Supplied material section start

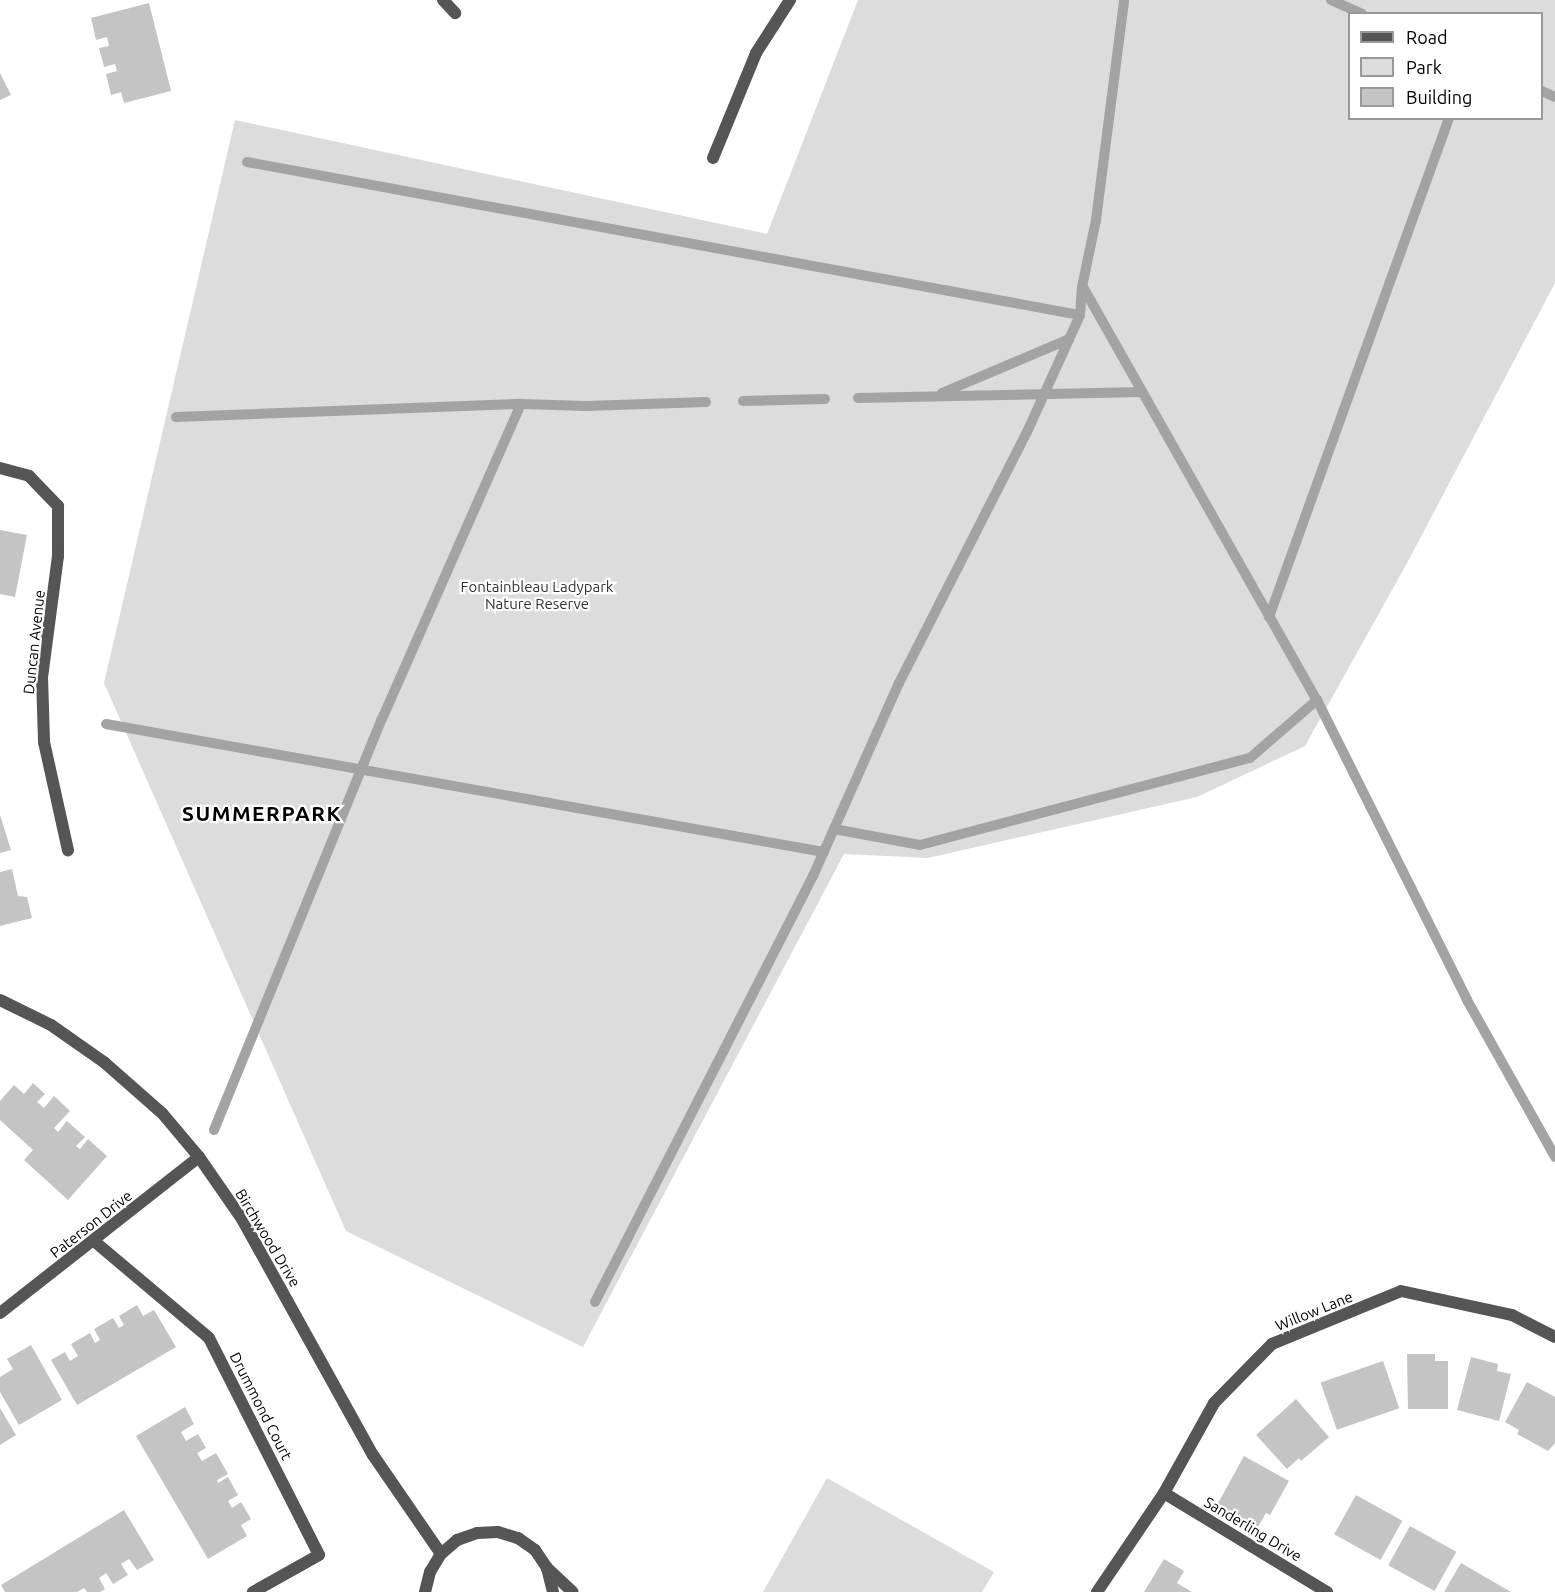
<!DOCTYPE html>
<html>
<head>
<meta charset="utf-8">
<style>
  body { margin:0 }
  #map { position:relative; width:1555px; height:1592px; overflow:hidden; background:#fff; font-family:Ubuntu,sans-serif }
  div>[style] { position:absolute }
  .green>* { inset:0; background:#dcdcdc }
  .stream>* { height:10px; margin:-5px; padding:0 5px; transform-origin:5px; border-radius:5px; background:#a3a3a3 }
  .building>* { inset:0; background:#c4c4c4; transform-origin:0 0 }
  .minor>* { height:12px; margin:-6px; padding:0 6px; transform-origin:6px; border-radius:6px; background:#555 }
  .tertiary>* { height:12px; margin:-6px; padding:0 6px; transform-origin:6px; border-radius:6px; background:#555 }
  span { translate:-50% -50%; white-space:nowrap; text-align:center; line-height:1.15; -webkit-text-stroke:4.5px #fff; paint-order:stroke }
  .park-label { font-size:15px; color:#333 }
  .street-label { font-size:15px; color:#000 }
  .district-label { font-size:21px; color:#000; font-weight:700; letter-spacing:1.5px }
  .legend { position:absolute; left:1348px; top:12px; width:195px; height:108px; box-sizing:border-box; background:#fff; border:2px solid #999; margin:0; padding:8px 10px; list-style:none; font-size:18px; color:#000 }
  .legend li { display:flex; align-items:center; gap:12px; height:30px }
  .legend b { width:30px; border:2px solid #999 }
</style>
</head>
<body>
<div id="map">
  <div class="green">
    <i style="clip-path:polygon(evenodd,858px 0,1555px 0,1555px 283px,1406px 565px,1305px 746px,1197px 797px,928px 858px,844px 854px,583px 1347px,346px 1231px,104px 683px,235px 120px,767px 234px,858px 0,1350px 14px,1542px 14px,1542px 118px,1350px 118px,1350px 14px)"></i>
    <i style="clip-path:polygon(827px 1478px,994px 1572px,982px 1592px,763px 1592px)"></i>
  </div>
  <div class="stream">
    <i style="left:1331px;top:0;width:34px;rotate:24deg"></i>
    <i style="left:1542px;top:91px;width:14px;rotate:25deg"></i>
    <i style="left:247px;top:162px;width:847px;rotate:10.41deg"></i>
    <i style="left:1083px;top:287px;width:475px;rotate:60.5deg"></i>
    <i style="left:1317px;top:700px;width:335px;rotate:63.4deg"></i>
    <i style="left:1467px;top:1000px;width:180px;rotate:60.7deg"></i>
    <i style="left:942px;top:393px;width:138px;rotate:-23deg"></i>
    <i style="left:858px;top:398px;width:284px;rotate:-1.2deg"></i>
    <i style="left:743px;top:401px;width:82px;rotate:-1.4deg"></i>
    <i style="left:176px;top:417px;width:345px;rotate:-2.2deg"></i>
    <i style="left:521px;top:404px;width:65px;rotate:1.8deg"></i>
    <i style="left:586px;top:406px;width:120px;rotate:-1.9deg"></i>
    <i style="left:1269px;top:617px;width:530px;rotate:-70.16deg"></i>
    <i style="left:106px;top:724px;width:729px;rotate:10.11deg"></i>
    <i style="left:834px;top:829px;width:87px;rotate:10.5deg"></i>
    <i style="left:920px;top:845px;width:341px;rotate:-14.8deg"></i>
    <i style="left:1250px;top:758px;width:89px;rotate:-40.9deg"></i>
    <i style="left:214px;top:1130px;width:444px;rotate:-67.8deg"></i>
    <i style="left:382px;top:719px;width:344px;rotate:-66.2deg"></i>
    <i style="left:595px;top:1302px;width:479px;rotate:-62.9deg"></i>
    <i style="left:813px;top:876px;width:211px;rotate:-66deg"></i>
    <i style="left:899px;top:683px;width:282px;rotate:-63deg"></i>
    <i style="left:1027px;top:432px;width:128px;rotate:-65.6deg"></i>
    <i style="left:1080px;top:315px;width:28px;rotate:-86deg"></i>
    <i style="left:1082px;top:287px;width:68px;rotate:-78.2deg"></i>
    <i style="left:1096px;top:220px;width:222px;rotate:-82.7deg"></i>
  </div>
  <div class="building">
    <i style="clip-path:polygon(149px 3px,171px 91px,124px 103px,121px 92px,111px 95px,106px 74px,117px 71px,115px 64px,104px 67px,99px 48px,109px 46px,107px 37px,96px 40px,91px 18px)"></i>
    <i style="clip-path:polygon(0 73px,11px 95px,0 100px)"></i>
    <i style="clip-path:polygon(0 530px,27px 535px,15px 597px,0 594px)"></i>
    <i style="clip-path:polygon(0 815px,11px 850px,0 853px)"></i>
    <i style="clip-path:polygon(12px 869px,18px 896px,27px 897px,32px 918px,0 926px,0 872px)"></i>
    <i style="clip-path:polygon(33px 1083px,45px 1094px,37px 1102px,44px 1108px,54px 1096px,70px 1111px,54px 1128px,58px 1132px,67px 1121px,85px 1137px,76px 1146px,80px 1149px,88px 1139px,107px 1156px,68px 1200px,24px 1160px,33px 1150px,0 1120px,0 1101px,14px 1085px,24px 1094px)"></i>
    <i style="clip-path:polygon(137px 1305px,143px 1316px,154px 1310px,176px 1347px,77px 1405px,51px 1360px,65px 1352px,70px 1361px,78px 1356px,71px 1344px,90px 1333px,95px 1343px,100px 1340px,94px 1329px,113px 1318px,119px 1328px,124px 1325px,119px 1316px)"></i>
    <i style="clip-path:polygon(31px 1345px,62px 1400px,19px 1425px,0 1392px,0 1377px,13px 1369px,7px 1359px)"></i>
    <i style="clip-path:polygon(1407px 1354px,1435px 1354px,1435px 1361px,1448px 1361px,1448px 1409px,1408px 1409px)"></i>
    <i style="clip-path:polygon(1471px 1357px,1498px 1364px,1497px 1371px,1511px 1374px,1499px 1421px,1457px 1410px)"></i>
    <i style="left:1383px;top:1361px;width:50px;height:66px;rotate:71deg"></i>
    <i style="clip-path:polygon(1527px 1382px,1555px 1397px,1555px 1443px,1548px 1451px,1517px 1434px,1519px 1430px,1505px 1422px)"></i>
    <i style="clip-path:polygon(1296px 1399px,1329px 1437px,1301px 1461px,1299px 1458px,1287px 1469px,1256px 1435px)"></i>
    <i style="clip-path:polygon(185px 1407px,194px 1424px,181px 1432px,186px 1441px,198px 1434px,206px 1448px,197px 1453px,202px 1461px,216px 1453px,228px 1474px,217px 1480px,218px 1483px,228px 1477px,238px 1495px,228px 1501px,232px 1508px,241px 1502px,251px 1519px,241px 1525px,247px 1536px,208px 1559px,136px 1436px)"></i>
    <i style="clip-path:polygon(0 1408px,16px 1435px,0 1445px)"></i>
    <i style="clip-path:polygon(1244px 1456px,1289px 1481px,1270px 1515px,1266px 1513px,1258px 1527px,1217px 1505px)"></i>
    <i style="left:1356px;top:1495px;width:53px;height:45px;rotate:29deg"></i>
    <i style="clip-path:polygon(124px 1510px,154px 1560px,137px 1570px,129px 1559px,121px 1564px,128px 1575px,113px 1584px,106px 1573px,99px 1578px,105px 1589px,100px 1592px,87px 1592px,84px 1588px,77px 1592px,5px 1592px,1px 1585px)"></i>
    <i style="left:1410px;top:1526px;width:53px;height:45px;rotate:29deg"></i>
    <i style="clip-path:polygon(1164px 1559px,1184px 1571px,1177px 1583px,1192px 1592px,1144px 1592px)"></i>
    <i style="clip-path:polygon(1461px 1563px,1511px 1592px,1444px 1592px)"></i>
  </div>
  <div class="minor">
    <i style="left:443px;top:0;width:18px;rotate:47deg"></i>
    <i style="left:713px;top:158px;width:113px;rotate:-67.7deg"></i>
    <i style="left:756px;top:53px;width:63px;rotate:-57.3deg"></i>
    <i style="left:0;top:468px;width:30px;rotate:15deg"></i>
    <i style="left:29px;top:476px;width:42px;rotate:46deg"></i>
    <i style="left:58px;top:506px;width:50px;rotate:90deg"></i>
    <i style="left:58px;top:556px;width:122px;rotate:97.5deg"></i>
    <i style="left:42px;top:677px;width:65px;rotate:88.2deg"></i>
    <i style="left:44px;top:742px;width:111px;rotate:77.5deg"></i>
    <i style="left:94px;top:1241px;width:150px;rotate:40.1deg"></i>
    <i style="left:209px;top:1338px;width:243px;rotate:63.1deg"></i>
    <i style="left:319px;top:1555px;width:76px;rotate:150.7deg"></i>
    <i style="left:0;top:1313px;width:253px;rotate:-38.1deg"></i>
    <i style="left:1164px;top:1493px;width:191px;rotate:31.3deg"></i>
    <i style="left:547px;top:1568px;width:35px;rotate:43deg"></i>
    <i style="left:1097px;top:1592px;width:120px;rotate:-55.9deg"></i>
    <i style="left:1164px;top:1493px;width:103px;rotate:-60.9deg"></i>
    <i style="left:1214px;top:1403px;width:83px;rotate:-45.5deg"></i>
    <i style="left:1272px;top:1344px;width:139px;rotate:-22.3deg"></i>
    <i style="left:1401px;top:1291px;width:114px;rotate:12.2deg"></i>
    <i style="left:1512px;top:1315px;width:48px;rotate:27.1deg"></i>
  </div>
  <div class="tertiary">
    <i style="left:0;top:1000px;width:57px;rotate:26.1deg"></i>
    <i style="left:51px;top:1025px;width:66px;rotate:35.1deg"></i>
    <i style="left:105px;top:1063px;width:76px;rotate:41.3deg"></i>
    <i style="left:162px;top:1113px;width:57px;rotate:49.9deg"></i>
    <i style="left:199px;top:1157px;width:75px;rotate:55.3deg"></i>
    <i style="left:242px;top:1219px;width:270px;rotate:61deg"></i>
    <i style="left:373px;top:1455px;width:120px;rotate:55.5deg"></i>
    <i style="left:425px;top:1592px;width:21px;rotate:-76deg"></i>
    <i style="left:430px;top:1572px;width:21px;rotate:-59deg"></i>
    <i style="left:441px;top:1554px;width:21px;rotate:-41deg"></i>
    <i style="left:457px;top:1540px;width:21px;rotate:-19deg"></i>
    <i style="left:477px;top:1533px;width:21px;rotate:-3deg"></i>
    <i style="left:498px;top:1532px;width:21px;rotate:17deg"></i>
    <i style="left:518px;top:1538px;width:21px;rotate:35deg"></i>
    <i style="left:535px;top:1550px;width:22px;rotate:56deg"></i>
    <i style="left:547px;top:1568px;width:25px;rotate:76deg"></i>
  </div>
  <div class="park-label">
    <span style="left:537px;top:595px">Fontainbleau Ladypark<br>Nature Reserve</span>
  </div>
  <div class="street-label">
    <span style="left:34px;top:642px;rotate:-84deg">Duncan Avenue</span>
    <span style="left:91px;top:1224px;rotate:-38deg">Paterson Drive</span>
    <span style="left:268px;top:1238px;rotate:59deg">Birchwood Drive</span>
    <span style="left:1314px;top:1311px;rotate:-22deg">Willow Lane</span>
    <span style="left:261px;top:1406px;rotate:63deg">Drummond Court</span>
    <span style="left:1253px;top:1529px;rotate:31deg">Sanderling Drive</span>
  </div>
  <div class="district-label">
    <span style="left:262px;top:813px">SUMMERPARK</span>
  </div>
  <ul class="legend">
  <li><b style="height:8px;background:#555"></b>Road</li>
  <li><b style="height:16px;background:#dcdcdc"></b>Park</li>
  <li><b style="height:16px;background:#c4c4c4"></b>Building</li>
  </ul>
</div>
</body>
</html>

Supplied material section end

*Problem*. Once the line containing "height:10px; margin:-5px; padding:0" has been located, transcribe exactly and only every line from the first line of the entries through it, excluding pictures.

*Your solution*.
<!DOCTYPE html>
<html>
<head>
<meta charset="utf-8">
<style>
  body { margin:0 }
  #map { position:relative; width:1555px; height:1592px; overflow:hidden; background:#fff; font-family:Ubuntu,sans-serif }
  div>[style] { position:absolute }
  .green>* { inset:0; background:#dcdcdc }
  .stream>* { height:10px; margin:-5px; padding:0 5px; transform-origin:5px; border-radius:5px; background:#a3a3a3 }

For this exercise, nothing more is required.